It’s not often that I write about American politics because there are already so many pundits doing it, and the comparative advantage of a website like Suffragio lies in deeper analysis of global electoral politics and foreign policy informed by that analysis.
But we’re now just over three weeks away from the most competitive Republican presidential nomination contest in memory, and we’re six months into the era of Trumpismo. For what it’s worth, no one knows exactly how the spring nominating process will end because there are so many variables — and you shouldn’t trust anyone who says otherwise.
Still, we’re not on Mars and, while there are certainly new factors in 2016 that matter more than ever, there is deep precedential value from prior contests.
So here’s one perspective on how the race might ultimately turn out, based on observing primary contests for over 20 years. At the most basic level, the race for the Republican nomination is a race to win a majority of the 2,470 delegates that will meet between July 18 and 21 in Cleveland, Ohio.
Iowa caucuses: 30 delegates (proportional)
Right now, it seems like Iowa will come down to Trump, Texas senator Ted Cruz and some third person (and, indeed, maybe not in this order).
If that third person is Ben Carson, it will be a sign that the ‘outsider’ candidates really have struck a chord with voters. Less charitably, it might also be a sign that the Republican Party should rethink for future presidential contests the massive power it has given to Iowa.

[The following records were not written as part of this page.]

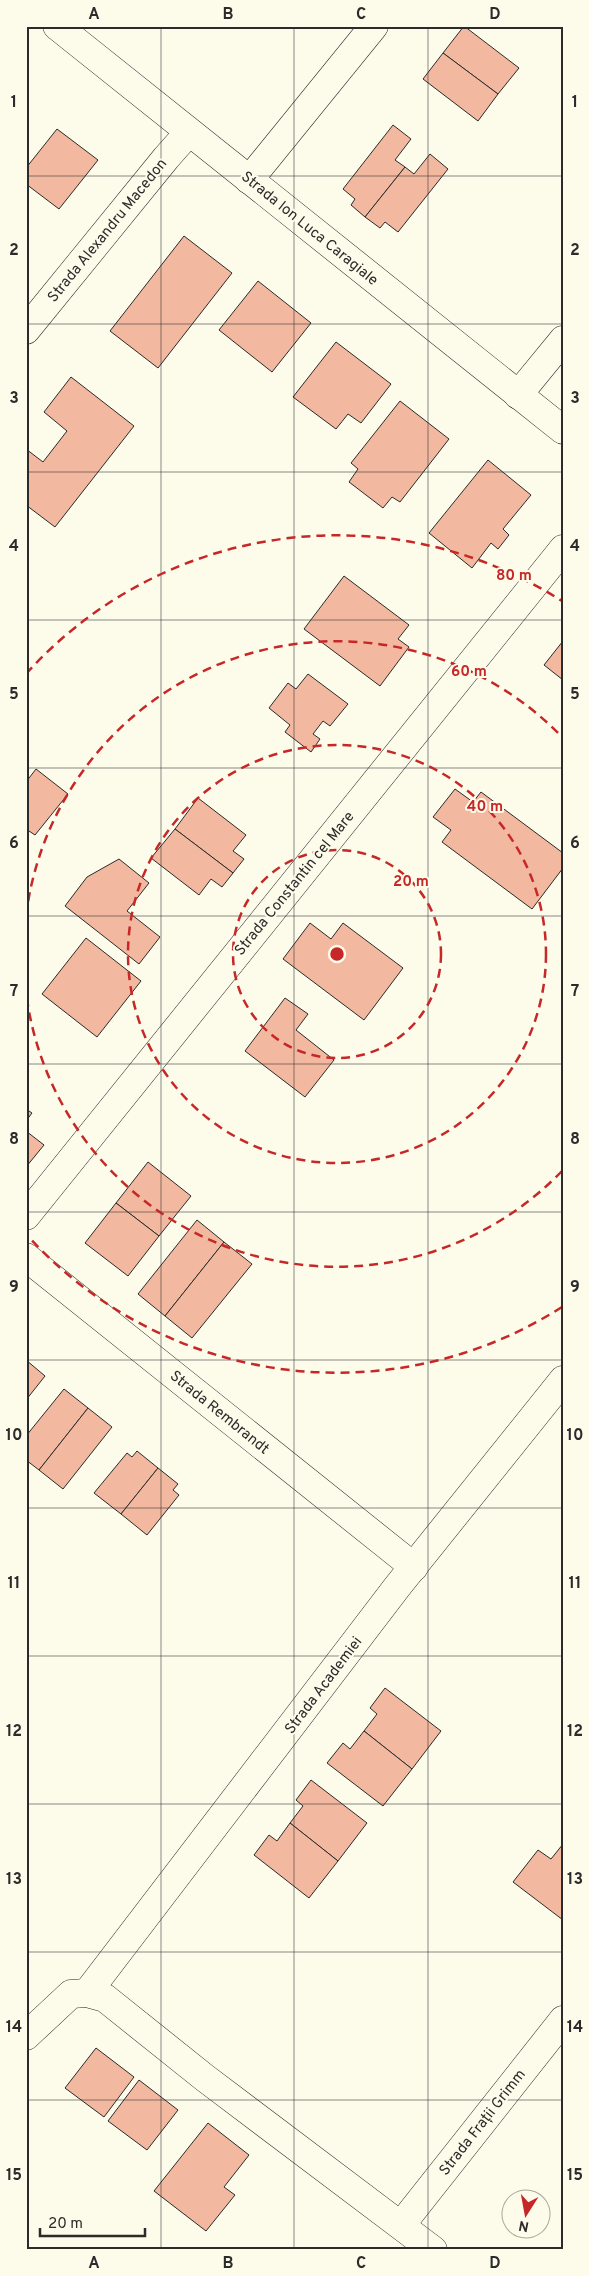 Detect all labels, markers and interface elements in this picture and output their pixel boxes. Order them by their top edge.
text: A [88,5,100,25]
text: B [222,5,234,25]
text: C [356,5,366,25]
text: D [489,5,501,25]
text: 1 [11,93,17,113]
text: 1 [572,93,578,113]
street label: Strada Alexandru Macedon [44,155,172,307]
street label: Strada Ion Luca Caragiale [237,168,381,290]
text: 2 [9,241,19,261]
text: 2 [570,241,580,261]
text: 3 [9,389,19,409]
text: 3 [570,389,580,409]
text: 4 [9,537,19,557]
text: 4 [570,537,580,557]
text: 80 m [496,567,532,586]
text: 60 m [451,663,487,682]
text: 5 [9,685,19,705]
text: 5 [570,685,580,705]
text: 40 m [467,798,503,817]
street label: Strada Constantin cel Mare [231,808,359,960]
text: 6 [9,834,19,854]
text: 6 [570,834,580,854]
text: 20 m [393,873,429,892]
centre of rings [328,945,346,963]
text: 7 [10,982,18,1002]
text: 7 [571,982,579,1002]
text: 8 [9,1130,19,1150]
text: 8 [570,1130,580,1150]
text: 9 [9,1278,19,1298]
text: 9 [570,1278,580,1298]
street label: Strada Rembrandt [165,1367,273,1459]
text: 10 [6,1426,22,1446]
text: 10 [567,1426,583,1446]
text: 11 [8,1574,20,1594]
text: 11 [569,1574,581,1594]
street label: Strada Academiei [281,1633,367,1738]
text: 12 [6,1722,22,1742]
text: 12 [567,1722,583,1742]
text: 13 [6,1870,22,1890]
text: 13 [567,1870,583,1890]
text: 14 [6,2018,22,2038]
text: 14 [567,2018,583,2038]
street label: Strada Frații Grimm [436,2066,531,2180]
text: 15 [6,2166,22,2186]
text: 15 [567,2166,583,2186]
north arrow [502,2188,552,2238]
scale bar [40,2206,145,2238]
text: 20 m [48,2215,83,2234]
text: N [517,2216,530,2235]
text: A [88,2254,100,2274]
text: B [222,2254,234,2274]
text: C [356,2254,366,2274]
text: D [489,2254,501,2274]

But remember: to win the Iowa caucuses, you have to convince voters to attend an hours-long meeting and actively defend their choice to others. This benefits sober-minded candidates more than the past Iowa record suggests. Though a strong evangelical presence delivered narrow victories for former Pennsylvania senator Rick Santorum in 2012 (24.5%) and former Arkansas governor Mike Huckabee in 2008 (34.4%), those were very narrow wins based on pluralities of the caucus electorate.
Iowa’s caucuses also benefit candidates who have campaigned extensively throughout the state and campaigns with solid ground games. That’s why Cruz’s lead seems so much more reliable than Trump’s lead — it’s based on a truly impressive Iowa operation (though Trump’s campaign is more data-driven than is generally given credit).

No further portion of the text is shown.